For some interim assessments, no accommodations 
appear to be readily available. 


Of the 10 tests for which accessibility information 
was available for this review, vendor documentation 


of available accommodations for their interim 
assessments ranged from comprehensive lists and 
procedures for score interpretation and use, to 
nominal reference to one or two accommodations. 
Documentation for five of the 10 tests provided 
quite detailed information about the availability of, 
and procedures for the use of accommodations. 
Documentation for five of the tests provided either 
no information about the availability of designated 
supports or simple references to one or two 
accommodations (e.g. an audio option for visually 
impaired students). 


Special Forms 


IDEA requires that the same rigorous expectations 
are maintained for students with disabilities as for 
the general population of students, accompanied by 
appropriate accessibility support to allow students 
to fully demonstrate their knowledge, skills, and 
abilities against those expectations. Special forms 
are intended to assess the same content as for 
students who do not have special accessibility needs. 
Examples of special forms include braille, large print, 
and translated test forms. 


Our review of interim assessment documentation 
showed that seven of the 13 interim assessments 
reviewed are available in Spanish. We also found 
that seven of the 13 reviewed interim assessments 
are available in braille, either in paper or refreshable 
braille. 


Alternate Assessments 


Alternate assessments were first required by IDEA in 
1997 (Sec. 1412(a)(16)). As part of the requirements 
for state IDEA funding, the state (for the state 
assessment) or the district (for a districtwide 
assessment) must develop and implement “guidelines 
for the participation of children with disabilities 

in alternate assessments for those children who 
cannot participate in regular assessment... with 
accommodations ...in their IEPs.” Subsequently, ESEA 
and IDEA amendments and regulations clarified that 
alternate assessments based on alternate academic 
achievement standards are for students with the 
most significant cognitive disabilities. 


Our review of the interim assessment landscape did 
not identify any alternate interim assessments. 
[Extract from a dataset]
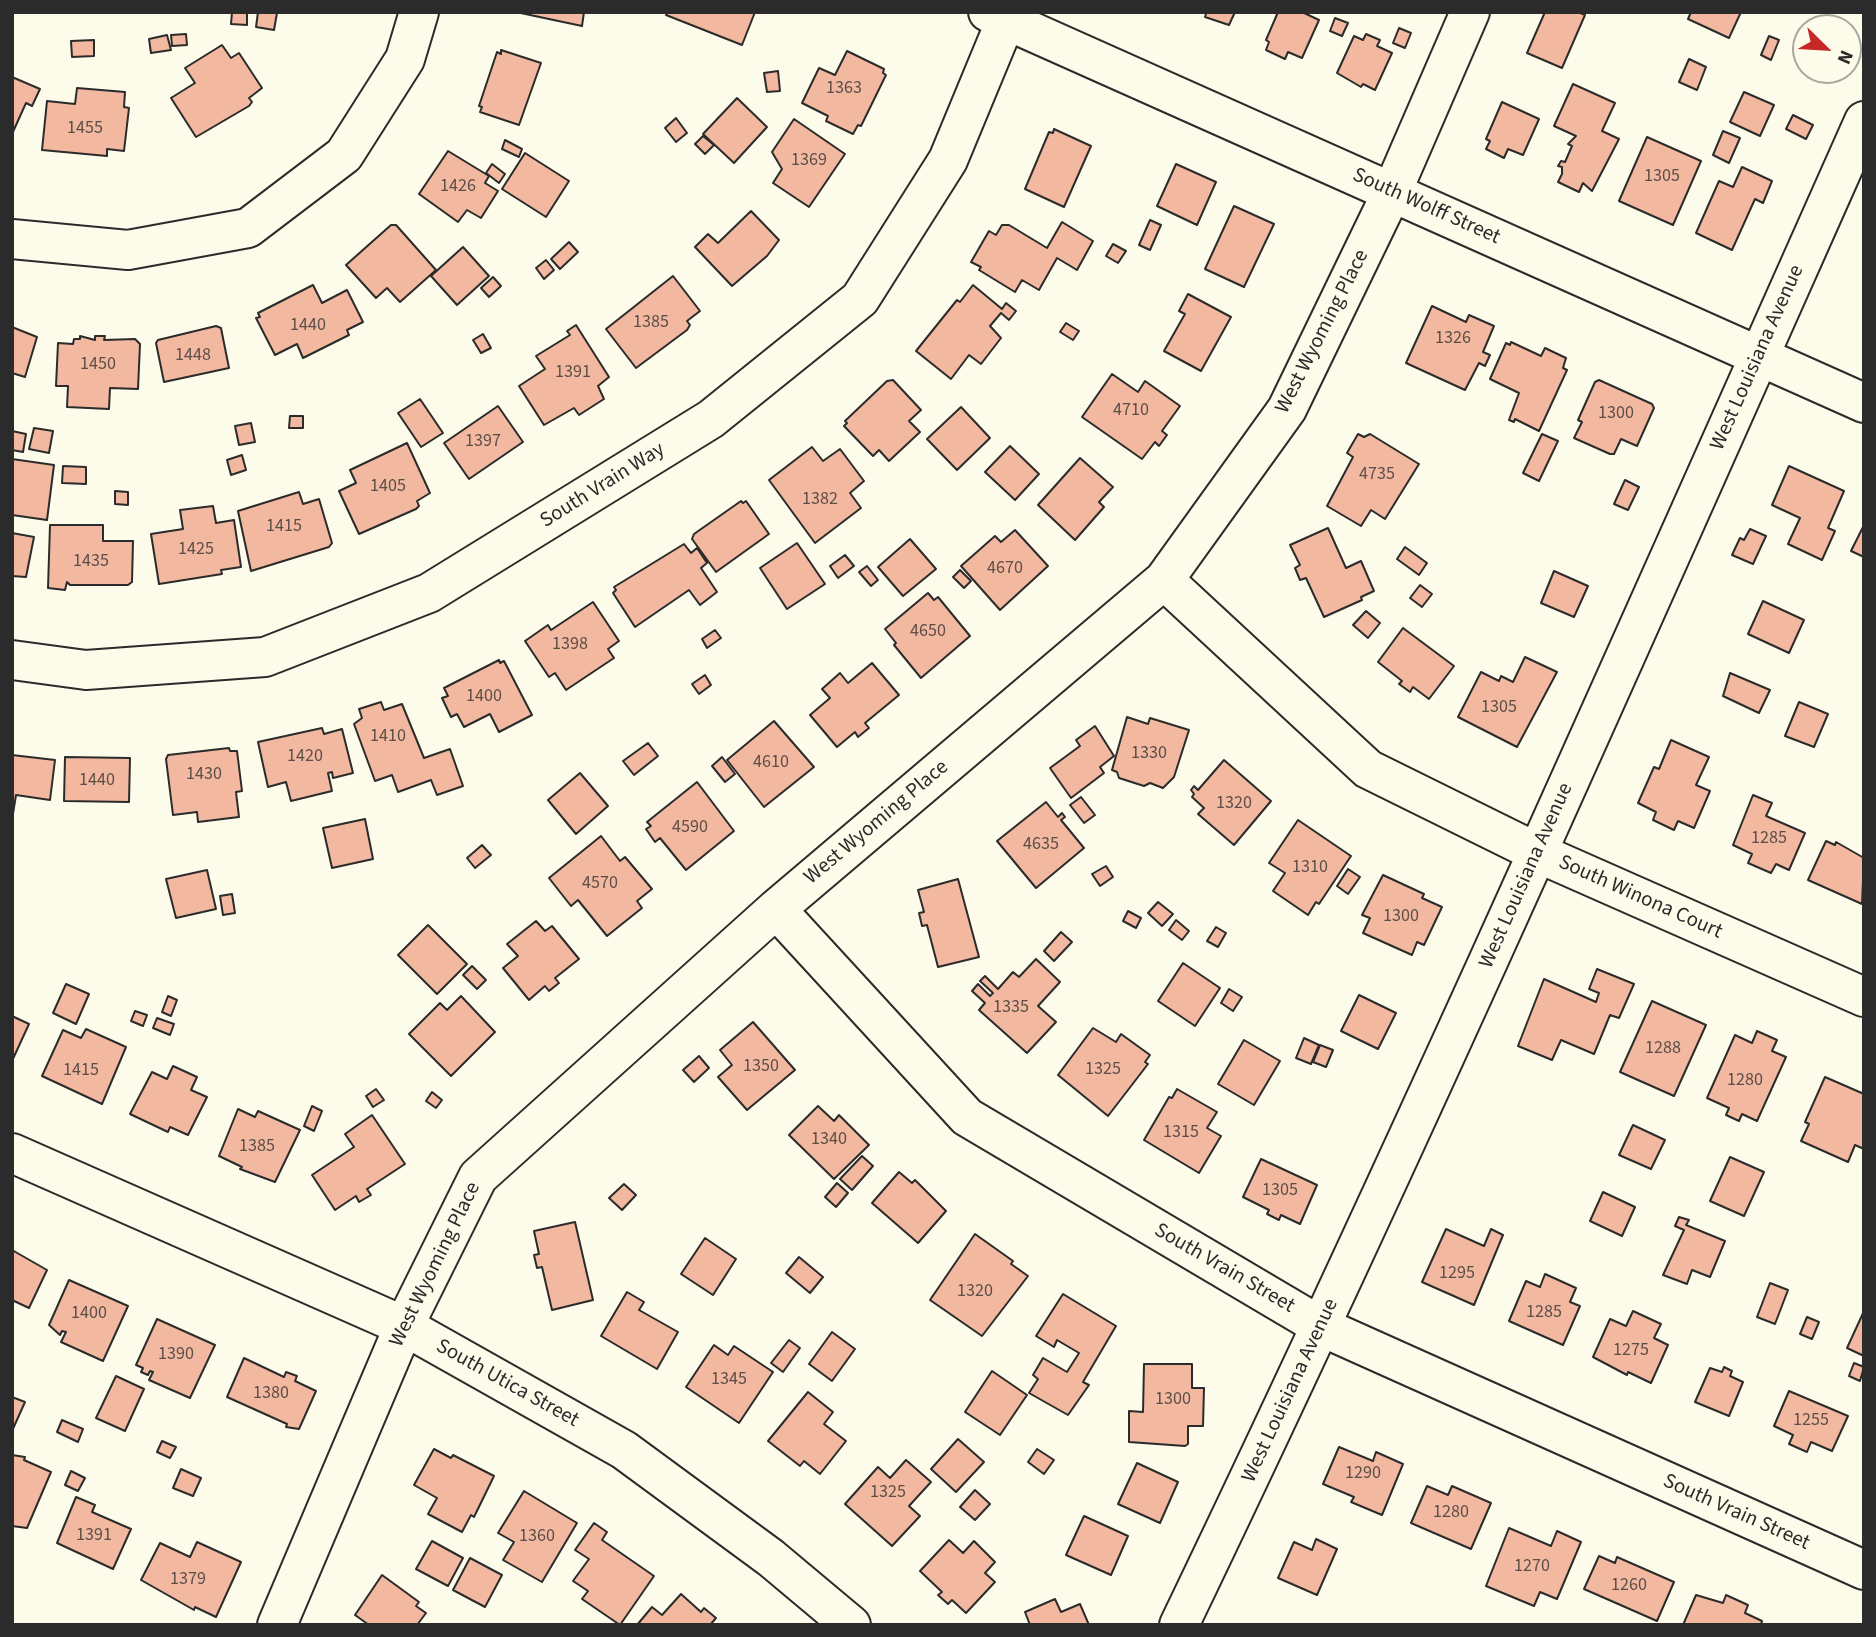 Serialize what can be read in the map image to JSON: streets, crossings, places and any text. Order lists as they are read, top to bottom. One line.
{"streets":{"street":["South Wolff Street","West Wyoming Place","West Louisiana Avenue","South Vrain Way","South Winona Court","South Vrain Street","South Utica Street"]},"crossings":[["South Wolff Street","West Wyoming Place"],["South Wolff Street","West Louisiana Avenue"],["South Wolff Street","South Vrain Way"],["West Wyoming Place","South Winona Court"],["West Wyoming Place","South Vrain Street"],["West Wyoming Place","South Utica Street"],["West Louisiana Avenue","South Winona Court"],["West Louisiana Avenue","South Vrain Street"]],"house_numbers":["1363","1455","1369","1305","1426","1385","1440","1326","1448","1450","1391","4710","1300","1397","4735","1405","1382","1415","1425","1435","4670","4650","1398","1400","1305","1410","1330","1420","4610","1430","1440","1320","4590","1285","4635","1310","4570","1300","1335","1288","1350","1325","1415","1280","1315","1340","1385","1305","1295","1320","1285","1400","1275","1390","1345","1380","1300","1255","1290","1325","1280","1391","1360","1270","1379","1260"],"north":"bottom right"}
Score Interpretation and Use 


A challenge for evaluating the appropriateness of 
the intended score interpretations and uses for 
students with disabilities is that not all vendors 
provide evidence in their technical documentation 
that general claims are met for students with 
disabilities. Several vendors make explicit claims 
that the intended purposes and uses are valid for 
all students, implying inclusion of students with 
disabilities in the established validity basis for test 
score interpretations. 


The Standards detail the five sources of validity 
evidence as evidence based on (a) test content, (b) 
response processes, (c) internal structure, (d) relations 
to other variables, and (e) the consequences of 
testing. Typical evidence in asummative assessment 
context includes detailed discussions of test 
specifications and design details, content reviews for 
relevancy, sensitivity, and bias, cognitive laboratories, 
and detailed technical and psychometric results 

(e.g., group reliabilities, classification accuracy and 
consistency, model and person fit, differential item 
functioning, dimensionality, correlation of scores 

with measures of similar content, etc.). The contrast 
between evidence provided in support of the interim 
assessments reviewed here, and state summative 
assessment more generally was conspicuous, even for 
the general population of students. 


The validity evidence provided by vendors for the 13 
interim assessments reviewed show a range in the 
comprehensiveness and quality of support for the 
validity of intended score interpretations. Evidence 
supporting use claims for all students ranged from 
reasonably complete attention to each of the five 
sources of validity described in the Standards, to no 
supporting evidence that scores are reliable and valid 
for their intended uses. 


Evidence of the validity of score interpretations for 
students with disabilities was largely absent, even 
for the most well documented validity arguments 


for the general population. Students with disabilities 
were identified as focal groups in differential item 
functioning (DIF) and standard error of measurement 
statistics in one suite of three assessments offered 

by a single vendor. In one other suite of three 
assessments, reliabilities were provided separately for 
students with disabilities. This dearth of information 
on the validity of scores for students with disabilities 
demonstrates a pervasive lack of evidence that interim 
assessment scores for the assessments reviewed can 
be interpreted similarly to the general population of 
students. 


Two vendors did make claims specific to students with 
disabilities by way of stating that the assessment is 
appropriate for use in screening for dyslexia. However, 
no technical support for that claim was found in 

the publicly available documentation. Also, validity 
evidence in support of scores based on special forms 
(Spanish and braille formats) is absent. 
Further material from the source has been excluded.